**Exercise:** Report every line of the records that includes the word "hidden".

**Dataset:**
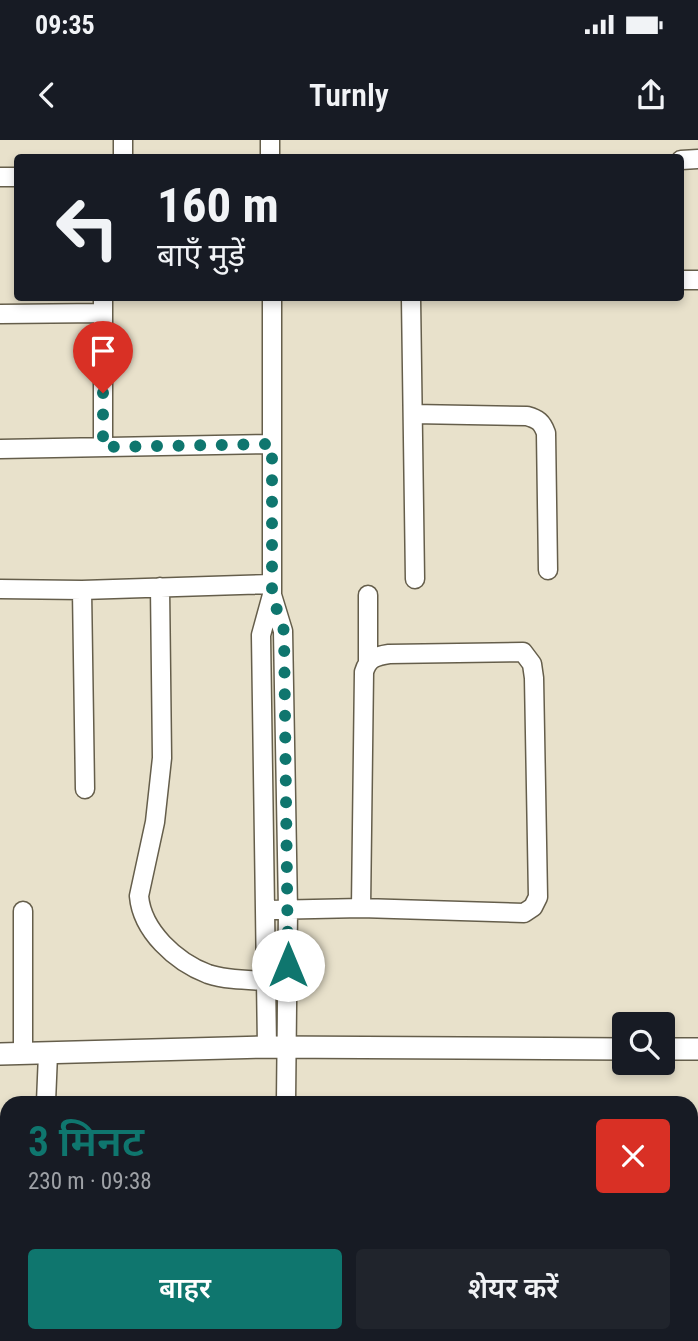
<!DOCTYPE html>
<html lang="hi">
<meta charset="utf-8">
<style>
body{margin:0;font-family:"Roboto Condensed","Noto Sans Devanagari",sans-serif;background:#20242c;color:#f1f3f6;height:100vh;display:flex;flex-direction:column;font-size:26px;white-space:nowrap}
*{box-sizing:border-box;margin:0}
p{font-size:23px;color:#9ea1a6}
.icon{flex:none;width:38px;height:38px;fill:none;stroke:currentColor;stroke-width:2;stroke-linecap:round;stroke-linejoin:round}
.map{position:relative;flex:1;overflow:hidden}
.panel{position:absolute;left:0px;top:956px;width:698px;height:247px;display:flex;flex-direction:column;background:#171b24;border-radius:21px 21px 0 0;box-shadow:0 4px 10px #0003}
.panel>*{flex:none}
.guide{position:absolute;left:14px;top:14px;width:670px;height:147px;border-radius:7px;box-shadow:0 4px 10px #0003;background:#171b24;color:#f1f3f6;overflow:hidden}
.fabs{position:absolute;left:612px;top:872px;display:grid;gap:14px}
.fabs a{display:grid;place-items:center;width:63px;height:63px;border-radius:7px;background:#171b24;box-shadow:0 4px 10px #0003;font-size:35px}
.pin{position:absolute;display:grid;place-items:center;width:60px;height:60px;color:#fff;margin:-72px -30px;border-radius:50% 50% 50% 0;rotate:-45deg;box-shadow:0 0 7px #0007}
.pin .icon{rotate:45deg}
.me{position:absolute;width:77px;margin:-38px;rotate:0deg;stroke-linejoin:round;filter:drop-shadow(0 0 5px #0008)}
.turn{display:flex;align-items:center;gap:24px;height:147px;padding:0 28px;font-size:32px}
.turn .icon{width:91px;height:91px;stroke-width:2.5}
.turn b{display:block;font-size:49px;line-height:60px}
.round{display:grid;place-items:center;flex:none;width:74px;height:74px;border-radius:7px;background:#20242c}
.overview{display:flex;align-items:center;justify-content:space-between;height:119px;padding:0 28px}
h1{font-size:42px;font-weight:600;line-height:52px;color:#0f766e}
.action{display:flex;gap:14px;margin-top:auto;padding:14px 28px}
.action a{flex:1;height:80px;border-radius:7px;background:#0f766e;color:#fff;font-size:28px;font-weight:600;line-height:80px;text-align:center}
.action a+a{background:#20242c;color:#f1f3f6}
.status{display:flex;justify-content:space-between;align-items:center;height:49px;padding:0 35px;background:#171b24;direction:ltr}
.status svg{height:19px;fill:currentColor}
header{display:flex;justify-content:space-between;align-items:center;height:91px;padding:0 28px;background:#171b24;font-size:32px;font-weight:600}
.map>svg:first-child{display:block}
</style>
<div class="status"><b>09:35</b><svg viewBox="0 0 49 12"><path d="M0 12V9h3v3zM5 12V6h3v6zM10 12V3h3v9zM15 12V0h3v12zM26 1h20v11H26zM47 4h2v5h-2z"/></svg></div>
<header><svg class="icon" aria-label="back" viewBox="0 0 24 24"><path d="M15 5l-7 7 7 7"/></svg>Turnly<svg class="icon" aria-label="share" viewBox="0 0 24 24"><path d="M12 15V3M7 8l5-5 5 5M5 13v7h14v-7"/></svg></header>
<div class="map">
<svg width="698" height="1201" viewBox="0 0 698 1201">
<rect width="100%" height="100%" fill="#e8e1cb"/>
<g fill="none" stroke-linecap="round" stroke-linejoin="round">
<!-- minor casing -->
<g stroke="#655e4b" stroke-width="21">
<path id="minor" d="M270,0V18
M123,18V0
M681,20L698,19
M0,37H18
M681,140H698
M103,158V307
M272,158V455L283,491L288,770L286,962
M411,158L415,439
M0,174L103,173
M413,274L527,276C538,279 542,282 546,293L548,430
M0,309L272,304
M160,447L162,618L155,682L139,756C142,791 176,822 208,834C226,840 248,840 267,841
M0,449L82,450L272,444
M82,450L85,649
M368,455V521
M267,770L361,768L364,532C368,518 376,516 389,514L523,512L532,524L534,538L538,757L533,767L524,773L361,768
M267,907L261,495L272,455
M23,913V771
M46,962L48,914
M691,1069H698
M0,1070H7
M618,1195V1201
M205,1201V1195
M366,1201V1195"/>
</g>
<!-- tertiary casing -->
<g stroke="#655e4b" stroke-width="24">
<path id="tertiary" d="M663,909H698
M0,914L267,907L625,909"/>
</g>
<!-- minor -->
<use href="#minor" stroke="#fff" stroke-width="18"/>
<!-- tertiary -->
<use href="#tertiary" stroke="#fff" stroke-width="21"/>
</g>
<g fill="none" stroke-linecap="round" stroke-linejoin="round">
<!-- route -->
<path stroke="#0f766e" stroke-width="12" stroke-dasharray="0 21.6" d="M103,253V307L272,304V455L284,491L288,825"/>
</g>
</svg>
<div class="fabs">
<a><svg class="icon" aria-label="search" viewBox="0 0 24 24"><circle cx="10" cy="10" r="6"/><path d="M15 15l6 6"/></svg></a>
</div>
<div class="pin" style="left:103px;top:253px;background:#d93025"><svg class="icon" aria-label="arrive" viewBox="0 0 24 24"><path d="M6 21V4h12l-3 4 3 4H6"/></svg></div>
<svg class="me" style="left:288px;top:825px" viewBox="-20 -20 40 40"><circle r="19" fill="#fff"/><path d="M0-13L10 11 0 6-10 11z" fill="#0f766e"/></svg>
<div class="guide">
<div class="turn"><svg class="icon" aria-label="left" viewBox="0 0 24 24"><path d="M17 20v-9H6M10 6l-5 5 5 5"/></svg><div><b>160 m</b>बाएँ मुड़ें</div></div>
</div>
<section class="panel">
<div class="overview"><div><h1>3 मिनट</h1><p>230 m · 09:38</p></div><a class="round" style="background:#d93025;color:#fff"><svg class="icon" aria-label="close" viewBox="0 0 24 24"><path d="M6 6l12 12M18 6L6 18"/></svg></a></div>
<div class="action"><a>बाहर</a><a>शेयर करें</a></div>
</section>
</div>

**Exercise answer:**
.map{position:relative;flex:1;overflow:hidden}
.guide{position:absolute;left:14px;top:14px;width:670px;height:147px;border-radius:7px;box-shadow:0 4px 10px #0003;background:#171b24;color:#f1f3f6;overflow:hidden}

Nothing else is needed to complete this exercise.